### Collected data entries
Content starts

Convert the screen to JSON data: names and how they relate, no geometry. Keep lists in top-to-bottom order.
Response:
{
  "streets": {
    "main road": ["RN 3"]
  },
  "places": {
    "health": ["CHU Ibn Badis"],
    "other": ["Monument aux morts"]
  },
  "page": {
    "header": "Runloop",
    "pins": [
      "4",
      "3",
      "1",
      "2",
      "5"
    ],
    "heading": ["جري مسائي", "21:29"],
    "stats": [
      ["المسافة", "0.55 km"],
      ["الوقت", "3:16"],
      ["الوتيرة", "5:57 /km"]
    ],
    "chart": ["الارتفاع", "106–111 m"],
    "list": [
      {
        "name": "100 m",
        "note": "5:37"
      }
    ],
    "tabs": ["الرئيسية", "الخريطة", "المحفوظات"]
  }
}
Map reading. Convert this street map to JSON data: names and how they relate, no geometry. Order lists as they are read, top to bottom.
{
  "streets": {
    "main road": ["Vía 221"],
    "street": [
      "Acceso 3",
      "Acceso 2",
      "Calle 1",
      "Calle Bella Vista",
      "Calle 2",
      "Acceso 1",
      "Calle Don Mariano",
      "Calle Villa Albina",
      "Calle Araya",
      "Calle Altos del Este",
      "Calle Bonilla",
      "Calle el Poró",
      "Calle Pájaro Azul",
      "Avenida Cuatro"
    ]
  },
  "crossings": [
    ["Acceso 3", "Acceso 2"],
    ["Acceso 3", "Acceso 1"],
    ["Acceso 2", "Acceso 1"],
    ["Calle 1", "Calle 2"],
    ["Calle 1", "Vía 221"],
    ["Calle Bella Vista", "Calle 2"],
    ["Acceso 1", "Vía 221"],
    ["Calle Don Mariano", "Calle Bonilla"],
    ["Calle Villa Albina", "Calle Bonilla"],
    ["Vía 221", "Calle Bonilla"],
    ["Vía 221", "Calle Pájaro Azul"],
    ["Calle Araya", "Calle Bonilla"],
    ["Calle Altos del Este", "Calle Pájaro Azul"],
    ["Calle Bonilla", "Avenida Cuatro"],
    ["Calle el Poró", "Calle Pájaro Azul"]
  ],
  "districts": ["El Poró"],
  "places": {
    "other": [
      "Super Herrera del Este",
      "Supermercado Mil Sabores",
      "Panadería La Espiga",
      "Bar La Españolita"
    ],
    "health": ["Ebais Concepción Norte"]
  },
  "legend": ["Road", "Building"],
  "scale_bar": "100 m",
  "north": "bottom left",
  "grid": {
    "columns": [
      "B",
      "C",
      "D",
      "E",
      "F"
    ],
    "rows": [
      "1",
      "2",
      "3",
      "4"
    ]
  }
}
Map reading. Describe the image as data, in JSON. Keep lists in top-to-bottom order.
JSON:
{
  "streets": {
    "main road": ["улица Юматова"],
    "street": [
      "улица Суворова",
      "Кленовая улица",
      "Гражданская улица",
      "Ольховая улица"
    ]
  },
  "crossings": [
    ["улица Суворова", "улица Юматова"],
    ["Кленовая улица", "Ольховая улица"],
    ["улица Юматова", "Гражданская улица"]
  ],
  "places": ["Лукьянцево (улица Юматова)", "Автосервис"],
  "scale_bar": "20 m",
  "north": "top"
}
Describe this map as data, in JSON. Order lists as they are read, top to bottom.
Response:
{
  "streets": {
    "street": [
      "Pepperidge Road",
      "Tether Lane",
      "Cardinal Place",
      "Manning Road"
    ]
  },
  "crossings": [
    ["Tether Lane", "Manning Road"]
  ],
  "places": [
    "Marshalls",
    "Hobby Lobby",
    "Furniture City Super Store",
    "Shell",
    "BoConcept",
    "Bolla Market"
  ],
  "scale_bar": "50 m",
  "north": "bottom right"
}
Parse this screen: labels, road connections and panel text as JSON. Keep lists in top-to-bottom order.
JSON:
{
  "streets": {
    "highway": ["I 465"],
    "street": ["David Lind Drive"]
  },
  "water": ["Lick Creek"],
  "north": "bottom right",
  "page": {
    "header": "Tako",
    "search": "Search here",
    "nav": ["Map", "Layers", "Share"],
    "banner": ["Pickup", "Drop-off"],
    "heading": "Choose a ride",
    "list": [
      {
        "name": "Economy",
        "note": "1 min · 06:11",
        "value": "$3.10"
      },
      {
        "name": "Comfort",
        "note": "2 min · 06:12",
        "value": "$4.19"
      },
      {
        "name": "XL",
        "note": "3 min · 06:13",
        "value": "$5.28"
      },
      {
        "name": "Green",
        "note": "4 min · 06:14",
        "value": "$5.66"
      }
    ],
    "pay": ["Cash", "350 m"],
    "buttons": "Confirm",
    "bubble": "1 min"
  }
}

Content ends

### Exercise aim
Every line from the one containing "Describe this map" through the last line of the entries should be output exactly; nothing else belongs in the reply.

### Output for this task
Describe this map as data, in JSON. Order lists as they are read, top to bottom.
Response:
{
  "streets": {
    "street": [
      "Pepperidge Road",
      "Tether Lane",
      "Cardinal Place",
      "Manning Road"
    ]
  },
  "crossings": [
    ["Tether Lane", "Manning Road"]
  ],
  "places": [
    "Marshalls",
    "Hobby Lobby",
    "Furniture City Super Store",
    "Shell",
    "BoConcept",
    "Bolla Market"
  ],
  "scale_bar": "50 m",
  "north": "bottom right"
}
Parse this screen: labels, road connections and panel text as JSON. Keep lists in top-to-bottom order.
JSON:
{
  "streets": {
    "highway": ["I 465"],
    "street": ["David Lind Drive"]
  },
  "water": ["Lick Creek"],
  "north": "bottom right",
  "page": {
    "header": "Tako",
    "search": "Search here",
    "nav": ["Map", "Layers", "Share"],
    "banner": ["Pickup", "Drop-off"],
    "heading": "Choose a ride",
    "list": [
      {
        "name": "Economy",
        "note": "1 min · 06:11",
        "value": "$3.10"
      },
      {
        "name": "Comfort",
        "note": "2 min · 06:12",
        "value": "$4.19"
      },
      {
        "name": "XL",
        "note": "3 min · 06:13",
        "value": "$5.28"
      },
      {
        "name": "Green",
        "note": "4 min · 06:14",
        "value": "$5.66"
      }
    ],
    "pay": ["Cash", "350 m"],
    "buttons": "Confirm",
    "bubble": "1 min"
  }
}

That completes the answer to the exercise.